下の食堂で騒がしいランチを食べてから、子供達のお目当てであるゲームコーナーへ。お金ちょうだい、と手を出してくる我が娘の、私を見る目つきが脅迫めいている。
お金がないと、どうやって遊んだらいいか判らない子になってしまうと、ゲームが終わるのを待ちながら、ぼんやり考える。つい最近まで大行列だったラブ&ベリーの機械の前はひとりもいない。だいたい、子供にかこつけて大人が相当数ここで遊んでいるのはどういう訳だ。事情は別に聞かないけれど。

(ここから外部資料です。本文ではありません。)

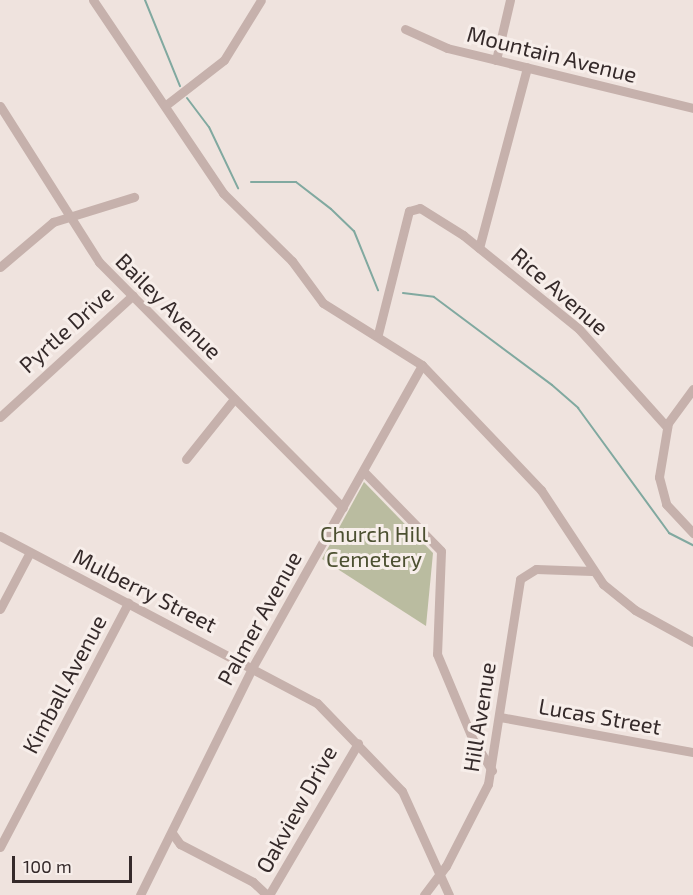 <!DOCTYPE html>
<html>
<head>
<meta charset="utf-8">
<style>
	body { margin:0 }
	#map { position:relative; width:693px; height:895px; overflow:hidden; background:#efe3de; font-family:"Exo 2",sans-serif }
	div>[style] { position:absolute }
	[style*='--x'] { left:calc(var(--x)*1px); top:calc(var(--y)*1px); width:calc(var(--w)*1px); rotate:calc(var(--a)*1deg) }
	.green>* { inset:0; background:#babca0 }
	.stream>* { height:2px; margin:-1px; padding:0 1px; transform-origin:1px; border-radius:1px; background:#81a9a0 }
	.minor>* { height:9px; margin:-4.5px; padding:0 4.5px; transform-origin:4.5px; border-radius:4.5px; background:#c6b1ac }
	span { translate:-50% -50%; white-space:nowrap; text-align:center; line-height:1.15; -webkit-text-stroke:6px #f7eeea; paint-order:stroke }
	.street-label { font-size:22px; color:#352a2a }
	.park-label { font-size:22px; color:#4c5031 }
	.scale { position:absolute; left:12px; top:856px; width:120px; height:27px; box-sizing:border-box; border:3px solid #352a2a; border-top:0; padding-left:8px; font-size:18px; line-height:21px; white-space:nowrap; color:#352a2a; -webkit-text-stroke:4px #f7eeea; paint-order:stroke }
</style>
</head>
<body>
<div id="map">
	<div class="green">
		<i style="clip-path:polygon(364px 482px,433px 553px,426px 626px,322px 559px)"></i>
	</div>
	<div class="stream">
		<i style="--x:145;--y:0;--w:93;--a:67.9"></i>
		<i style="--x:187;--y:98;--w:36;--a:53"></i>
		<i style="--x:209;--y:127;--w:68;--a:64.6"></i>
		<i style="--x:251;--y:182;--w:45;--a:0"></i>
		<i style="--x:296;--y:182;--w:44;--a:37.6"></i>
		<i style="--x:331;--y:209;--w:32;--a:44"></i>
		<i style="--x:354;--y:231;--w:64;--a:67.9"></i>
		<i style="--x:403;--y:293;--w:31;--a:7"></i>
		<i style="--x:434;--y:297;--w:147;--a:36.7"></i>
		<i style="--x:552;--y:385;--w:35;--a:41"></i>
		<i style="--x:578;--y:408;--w:155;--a:53.9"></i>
		<i style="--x:669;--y:533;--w:27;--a:27"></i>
	</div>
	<div class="minor">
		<i style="--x:93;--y:0;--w:233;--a:56"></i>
		<i style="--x:223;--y:193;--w:97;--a:44.6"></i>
		<i style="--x:292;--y:261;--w:52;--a:53.6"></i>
		<i style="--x:323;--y:303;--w:117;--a:32.1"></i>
		<i style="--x:422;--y:365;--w:173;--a:46.4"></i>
		<i style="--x:541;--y:490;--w:113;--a:56.6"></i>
		<i style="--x:603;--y:584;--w:41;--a:39.1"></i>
		<i style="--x:635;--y:610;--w:66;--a:28.9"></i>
		<i style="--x:405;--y:29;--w:46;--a:24.3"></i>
		<i style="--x:447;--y:48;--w:253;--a:13.7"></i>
		<i style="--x:496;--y:60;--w:62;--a:-76.9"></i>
		<i style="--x:166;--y:105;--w:73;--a:-37.8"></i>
		<i style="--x:224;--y:60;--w:70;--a:-58.3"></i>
		<i style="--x:0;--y:106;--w:185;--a:57.6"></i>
		<i style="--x:99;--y:262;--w:346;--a:45.2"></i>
		<i style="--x:479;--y:248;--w:187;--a:-75.1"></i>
		<i style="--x:0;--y:267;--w:70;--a:-40.3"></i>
		<i style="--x:53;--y:222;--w:85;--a:-17.2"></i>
		<i style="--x:378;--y:334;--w:127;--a:-75.9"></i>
		<i style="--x:409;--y:211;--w:11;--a:-15"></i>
		<i style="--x:420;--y:208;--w:51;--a:32.1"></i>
		<i style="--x:463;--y:235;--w:149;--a:39"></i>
		<i style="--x:579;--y:329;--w:132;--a:48.1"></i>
		<i style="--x:693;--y:389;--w:42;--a:126.3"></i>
		<i style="--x:668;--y:423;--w:55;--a:99.5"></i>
		<i style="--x:659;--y:477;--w:28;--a:75"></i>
		<i style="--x:666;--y:504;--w:40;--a:47"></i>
		<i style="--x:0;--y:417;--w:180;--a:-42.5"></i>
		<i style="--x:186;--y:459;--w:77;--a:-51.3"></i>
		<i style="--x:364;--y:472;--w:110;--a:45.7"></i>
		<i style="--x:441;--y:551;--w:103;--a:92.2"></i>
		<i style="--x:437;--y:654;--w:93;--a:67.3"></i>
		<i style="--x:473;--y:740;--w:36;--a:58"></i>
		<i style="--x:0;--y:536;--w:358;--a:27.8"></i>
		<i style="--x:317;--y:703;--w:122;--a:46"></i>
		<i style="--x:402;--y:791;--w:114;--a:65.7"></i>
		<i style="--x:0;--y:609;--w:64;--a:-62.2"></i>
		<i style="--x:500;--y:717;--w:196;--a:10.3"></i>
		<i style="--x:172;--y:833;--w:14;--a:54"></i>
		<i style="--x:180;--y:844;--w:82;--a:27.5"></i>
		<i style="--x:253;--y:882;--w:19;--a:43"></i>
		<i style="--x:0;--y:847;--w:276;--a:-62.3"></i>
		<i style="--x:140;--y:895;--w:253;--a:-63.7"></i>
		<i style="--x:252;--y:668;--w:347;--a:-60.7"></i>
		<i style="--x:269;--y:895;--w:176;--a:-59.6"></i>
		<i style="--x:424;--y:895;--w:36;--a:-53"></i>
		<i style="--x:446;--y:866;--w:92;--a:-62.9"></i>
		<i style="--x:488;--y:784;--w:207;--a:-81.1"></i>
		<i style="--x:520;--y:579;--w:19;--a:-32"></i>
		<i style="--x:536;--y:569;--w:56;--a:2"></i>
	</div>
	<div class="street-label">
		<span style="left:552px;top:54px;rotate:14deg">Mountain Avenue</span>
		<span style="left:560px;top:291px;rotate:41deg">Rice Avenue</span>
		<span style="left:169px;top:306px;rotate:45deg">Bailey Avenue</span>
		<span style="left:66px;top:329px;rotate:-42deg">Pyrtle Drive</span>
		<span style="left:145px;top:590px;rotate:27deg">Mulberry Street</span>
		<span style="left:259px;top:618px;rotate:-61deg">Palmer Avenue</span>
		<span style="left:64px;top:684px;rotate:-62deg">Kimball Avenue</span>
		<span style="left:600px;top:716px;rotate:10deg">Lucas Street</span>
		<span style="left:479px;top:717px;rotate:-81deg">Hill Avenue</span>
		<span style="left:296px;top:809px;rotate:-61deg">Oakview Drive</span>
	</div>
	<div class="park-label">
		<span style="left:374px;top:546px">Church Hill<br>Cemetery</span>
	</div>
	<div class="scale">100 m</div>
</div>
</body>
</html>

一人の男の子が、つり銭の場所にひとつひとつ指を入れて、残ったコインがないか確かめながら歩いてきた。ベンチに座っていた私の前の一台だけを避けて、また黙々と別のゲーム機のつり銭捜しをしながら行ってしまった。遊びたくて気が狂いそうな顔だった。私の横で、ゲーム画面のラブが、私をおしゃれにしてねと繰り返し喋っていた。
夜、買ってきた浮き輪にしこしこ空気を入れてやると、子供達は大喜びだった。日記をつける体力を回復させる為に、目を閉じてヨガの呼吸をしていると、娘達から謎の紙切れが強引に渡される。『なんで遊びにこないのよ!!はやくきて、すてきなショーがはじまりますよ。場所はココ(手書きの地図付き)』無理やり連れていかれて、へんな芝居とテニスボールのショー(?)を見せされた。さあどうぞ、と振る舞われたコップの中身は水だった。
子供たちは布団の上でそれぞれの姿勢をとって眠っている。……また明日も起きてくるんだろう。ヨガの呼吸でエネルギーを補給しながら、いつの間にか居眠りする。